A Circuit-Model-Navigated Design Process and Efficiency Estimation for Short-Circuited Self-Excited EBG Resonator Antenna

The Edward S. Rogers Sr. Department of Electrical & Computer Engineering, 10 King’s College Road, Toronto, ON, Canada M5S 3G4

Received 25 February 2016; Revised 1 May 2016; Accepted 10 May 2016

Academic Editor: Ikmo Park

Copyright © 2016 Mehdi Hosseini. This is an open access article distributed under the Creative Commons Attribution License, which permits unrestricted use, distribution, and reproduction in any medium, provided the original work is properly cited.
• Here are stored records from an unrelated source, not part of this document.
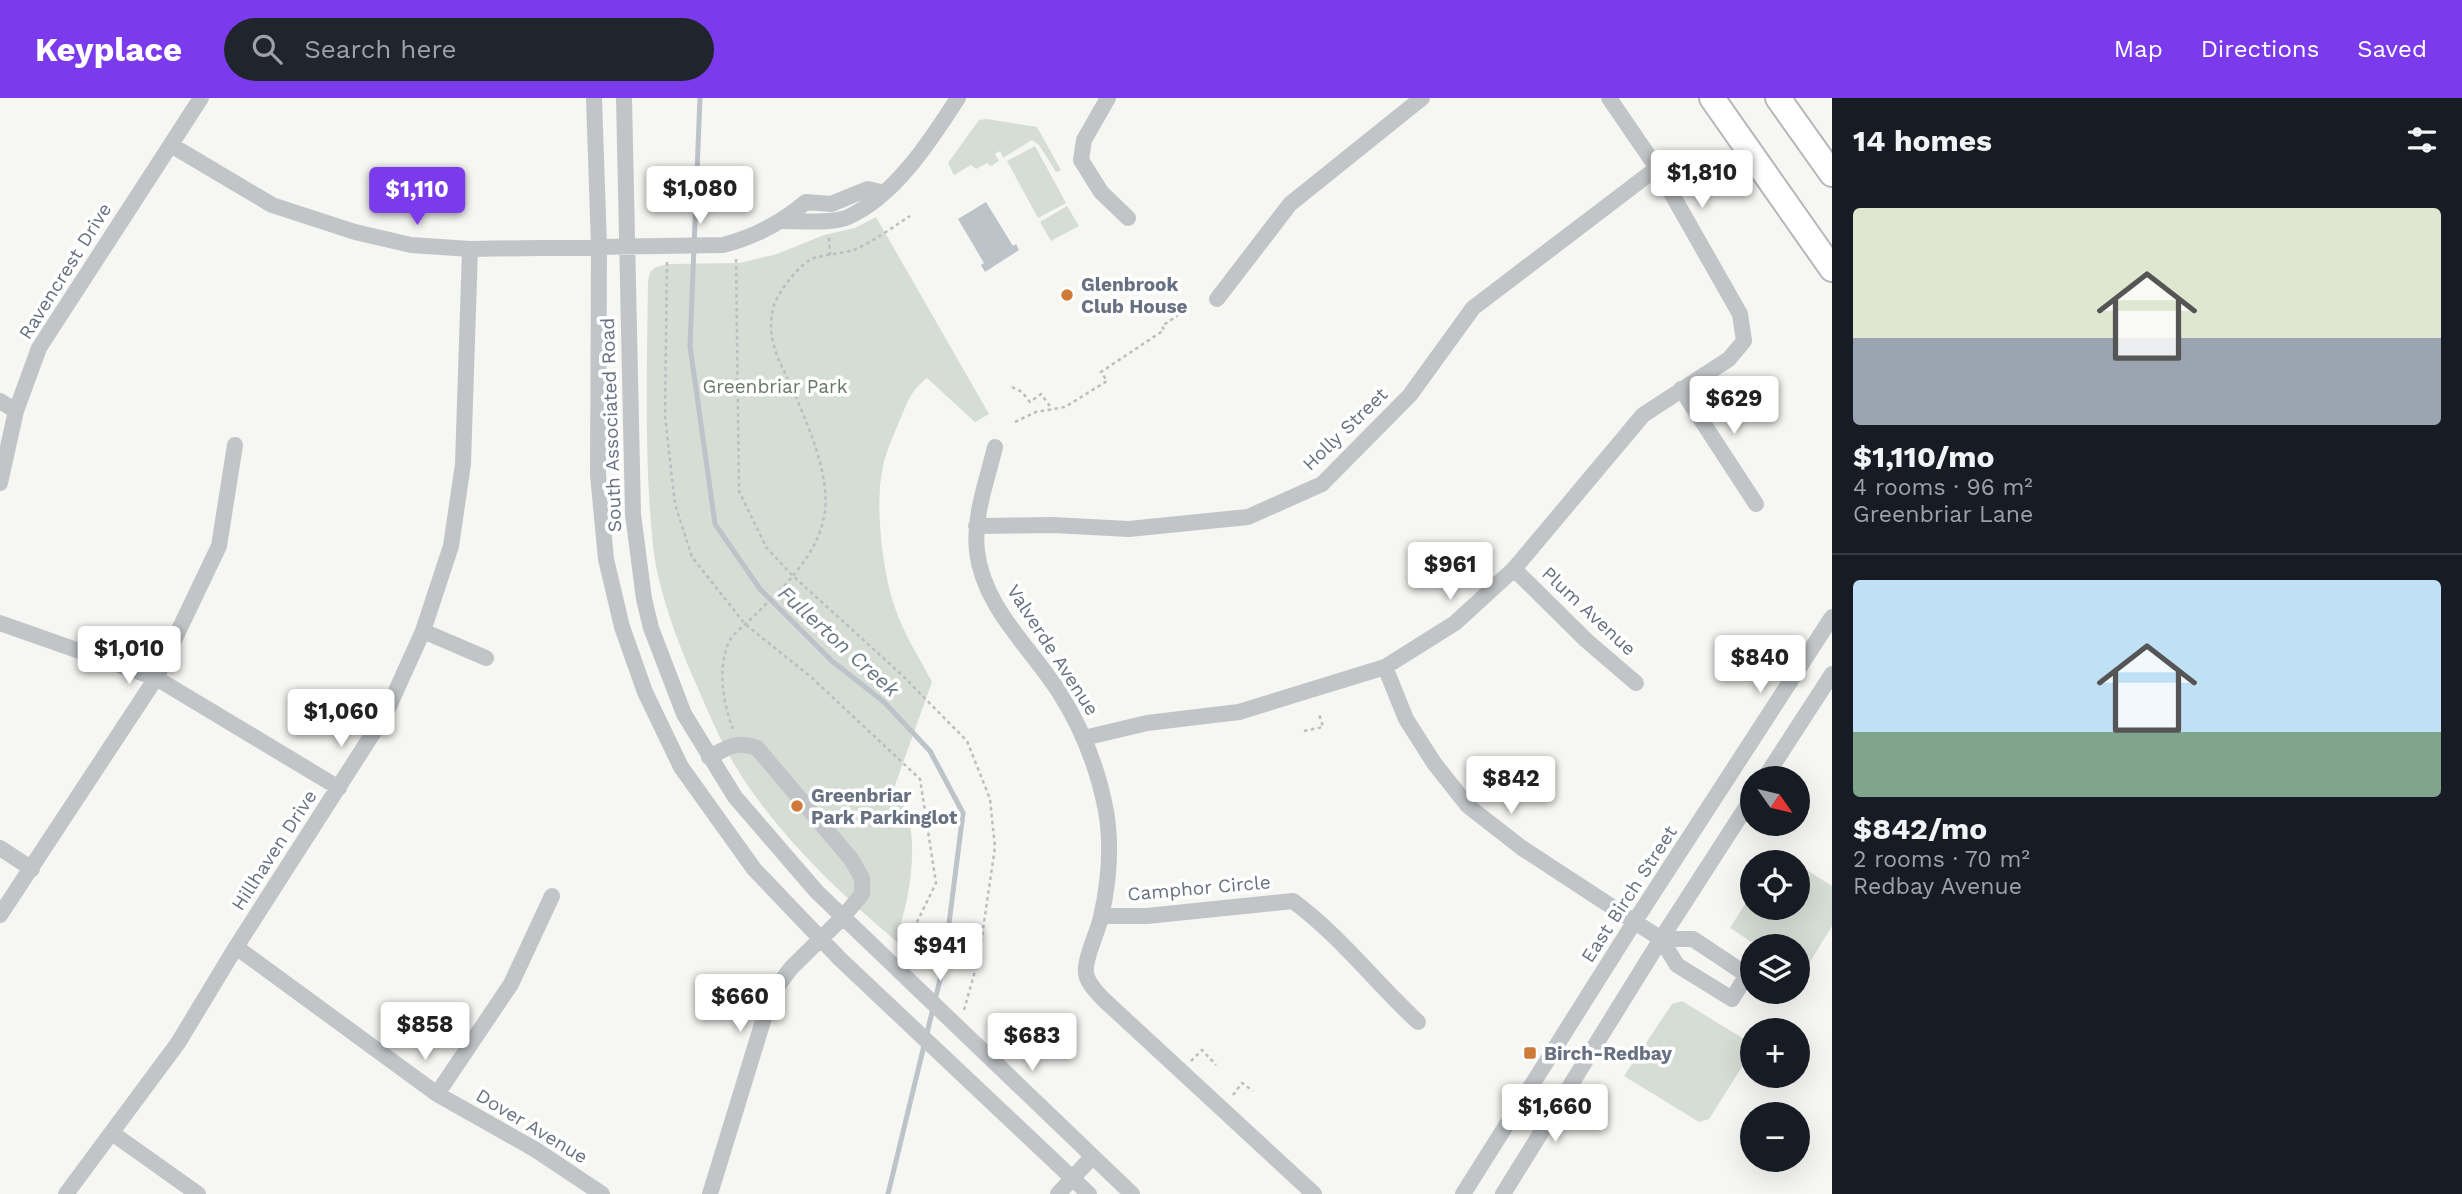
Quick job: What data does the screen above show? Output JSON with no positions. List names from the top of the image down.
{
  "streets": {
    "street": [
      "Ravencrest Drive",
      "South Associated Road",
      "Holly Street",
      "Plum Avenue",
      "Valverde Avenue",
      "Hillhaven Drive",
      "Camphor Circle",
      "East Birch Street",
      "Dover Avenue"
    ]
  },
  "crossings": [
    ["Holly Street", "Valverde Avenue"],
    ["Valverde Avenue", "Camphor Circle"],
    ["Hillhaven Drive", "Dover Avenue"]
  ],
  "water": ["Fullerton Creek"],
  "parks": ["Greenbriar Park"],
  "places": {
    "other": ["Glenbrook Club House", "Greenbriar Park Parkinglot"],
    "transit": ["Birch-Redbay"]
  },
  "north": "bottom right",
  "page": {
    "header": "Keyplace",
    "search": "Search here",
    "nav": ["Map", "Directions", "Saved"],
    "heading": "14 homes",
    "price": [
      "$1,810",
      "$1,080",
      "$1,110",
      "$629",
      "$961",
      "$1,010",
      "$840",
      "$1,060",
      "$842",
      "$941",
      "$660",
      "$858",
      "$683",
      "$1,660"
    ],
    "list": [
      {
        "name": "$1,110/mo",
        "note": "4 rooms · 96 m² · Greenbriar Lane"
      },
      {
        "name": "$842/mo",
        "note": "2 rooms · 70 m² · Redbay Avenue"
      }
    ],
    "map_buttons": ["+", "−"]
  }
}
The paper presents a circuit model for the computationally efficient design of a planar Short-Circuited Self-Excited EBG Resonator Antenna (SC SE-EBG-RA). To this purpose, the same circuit model previously presented for the Open-Circuited version of the antenna is modified to be applicable to the SC version. Detailed HFSS modeling and simulation corroborate the accuracy of the model in predicting the antenna resonance. The efficiency of the designed antenna is calculated by a simulated Wheeler Cap Method (WCM) and is compared with the standard efficiency given by the numerical analyzer. The EM modeling is arranged so as to incorporate the effects of the SMA connector, discontinuities, and the WC, emulating a real WC measurement and yielding a high degree of confidence in the results. Overall, a small antenna sized with 93% verified efficiency is achieved, which is also compiled with affordable manufacturing processes.

1. Introduction

Although electrically small antennas (ESAs) have been under study for years [1], it was the recent boom in modern communications systems which truly revealed their importance. On the bright side of this evolution, the gradual shift over to higher frequencies has brought the opportunity of using shorter wavelengths, thus employing physically smaller antennas. However, the insatiable data demand by users continues to put ever-increasing pressure on the design of ESAs. The proliferation of frequency bands and the desire to incorporate as many allocated bands as possible in contemporary design scenarios have also led to the situation. The main challenge in achieving a desirable ESA is the fundamental [1, 2] compromise between bandwidth (BW), gain, and the electrical size of the antenna. When attempting to reduce the electrical size, the typical cost is to have a reduced BW or deteriorated radiation efficiency, or even both, a fact which turns the antenna miniaturization into an art of compromise [3]. One of the main avenues of research, related to ESAs, is to develop computationally efficient analysis methods for the design of such EM structures, which mainly involves developing quasistatic circuit models. Circuit models provide the designer with a set of initial values for time-consuming design optimization processes and, by doing that, streamline the course of achieving the most optimized ESA, even under stringent requirements. Such models can also provide one with a rapid insight into the relationships between performance and structural parameters [4], spurring more innovation and better problem-solving ideas in antenna design. In case the antenna possesses a periodic structure [58], first, the unit cell is modeled separately [9, 10], and then the acquired knowledge is fed to the theories such as Bloch [7, 11, 12], to understand the performance of the whole periodic antenna composed of the unit cells.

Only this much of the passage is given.